C’ERA UNA VOLTA E ORA NON C’E’ PIU’

DI MARIO RIGLI

C’era una volta e ora non c’è più

Appollaiata come un corvo sopra un muro, era assorta la nera mietitrice. Era assorta, stava pensando, stretta nel suo saio nerissimo. Si vedevano solo le sue dita di scheletro spolpate della carne che stringevano forte la falce fienaia. E stava bene e comoda sopra il muro, quasi come a letto, anzi come su un prato di erba che lei stessa aveva fatto crescere fra gli interstizi dei mattoni. Morbido il saio si adagiava sulla superficie del muro, del resto i muri con i fili spinati erano i simboli di questo triste periodo.
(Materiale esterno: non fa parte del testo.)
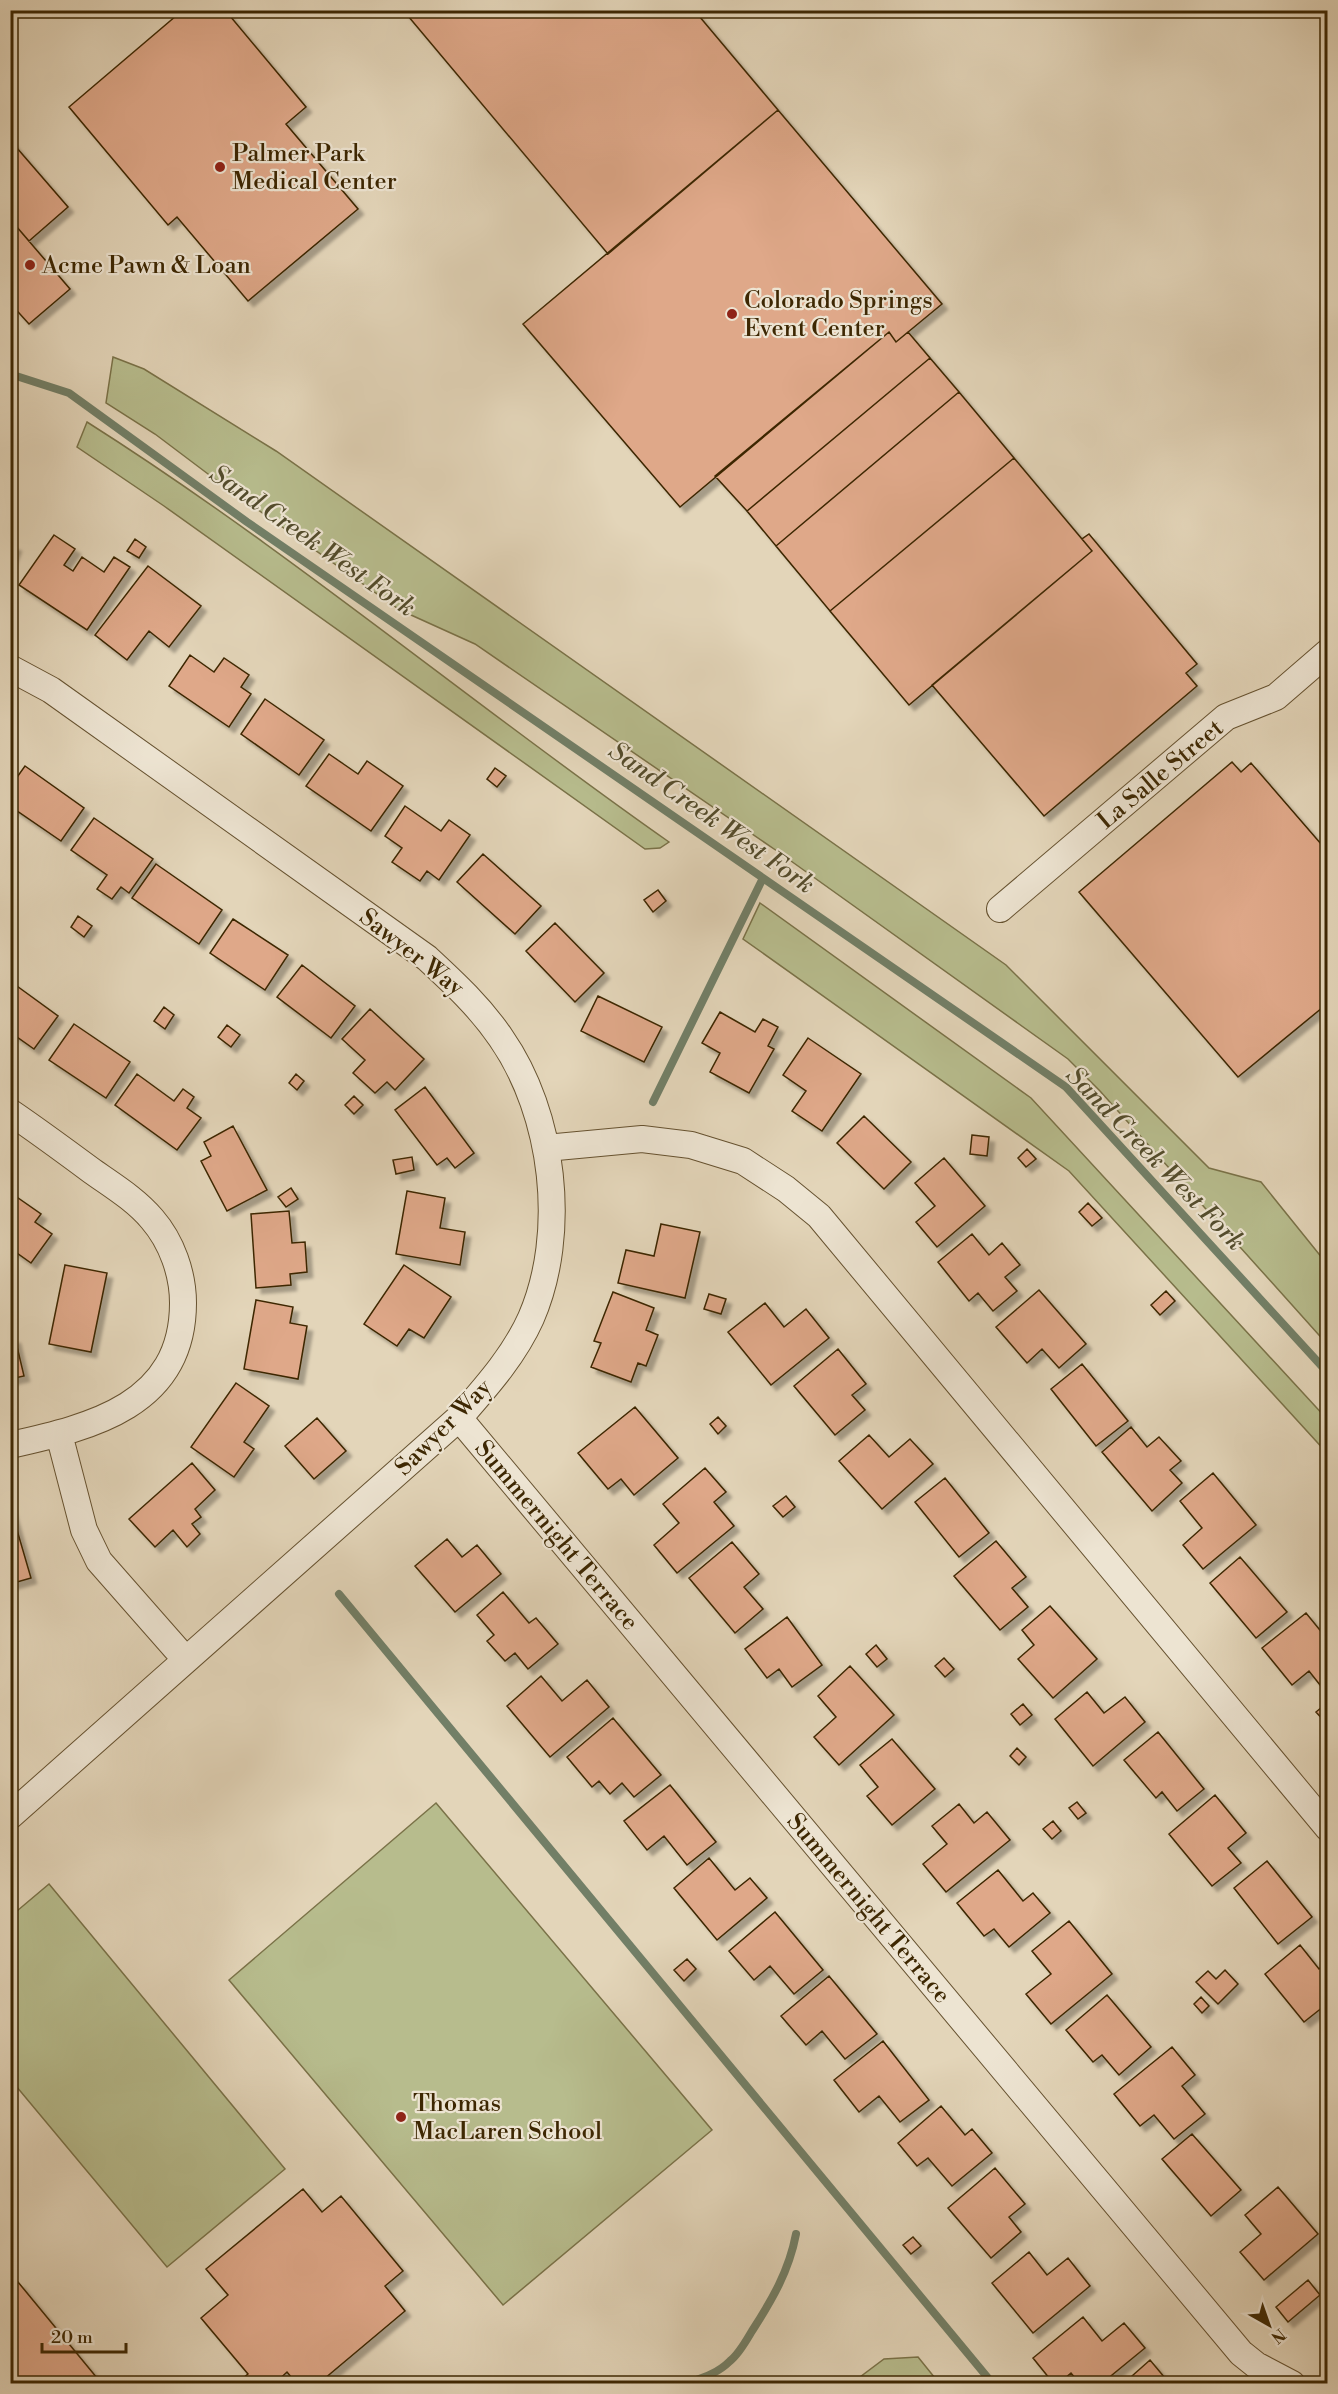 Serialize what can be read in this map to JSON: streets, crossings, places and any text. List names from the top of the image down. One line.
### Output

Ma si vedeva che stava pensando intensamente, che rimuginava, che stava prendendo una decisione. Alle sue spalle, le balze, sembravano trasfigurate. Inquietanti e spettrali riflettevano i colori di un cielo rosso di sangue, rosso di sangue e nero di pece e sembravano ripiegarsi su loro stesse in una angoscia senza limiti. Una luna strana illuminava quel cielo di incubo.
Si, la vecchia megera, la signora Thanatos aveva preso la sua decisione.
Da quando la luna si era trasformata, tutto fra gli umani era precipitato. La luna aveva cominciato ad avere delle escrescenze strane sulla sua superficie, delle specie di antenne che terminavano con delle piccole spore, rosse, viola, blu, cobalto. Ma era il suo influsso che era mutato, il suo influsso sugli uomini, non, come un tempo, sulle maree. Impediva loro il respiro, annientava i loro polmoni e morivano come mosche per uno spruzzo di insetticida.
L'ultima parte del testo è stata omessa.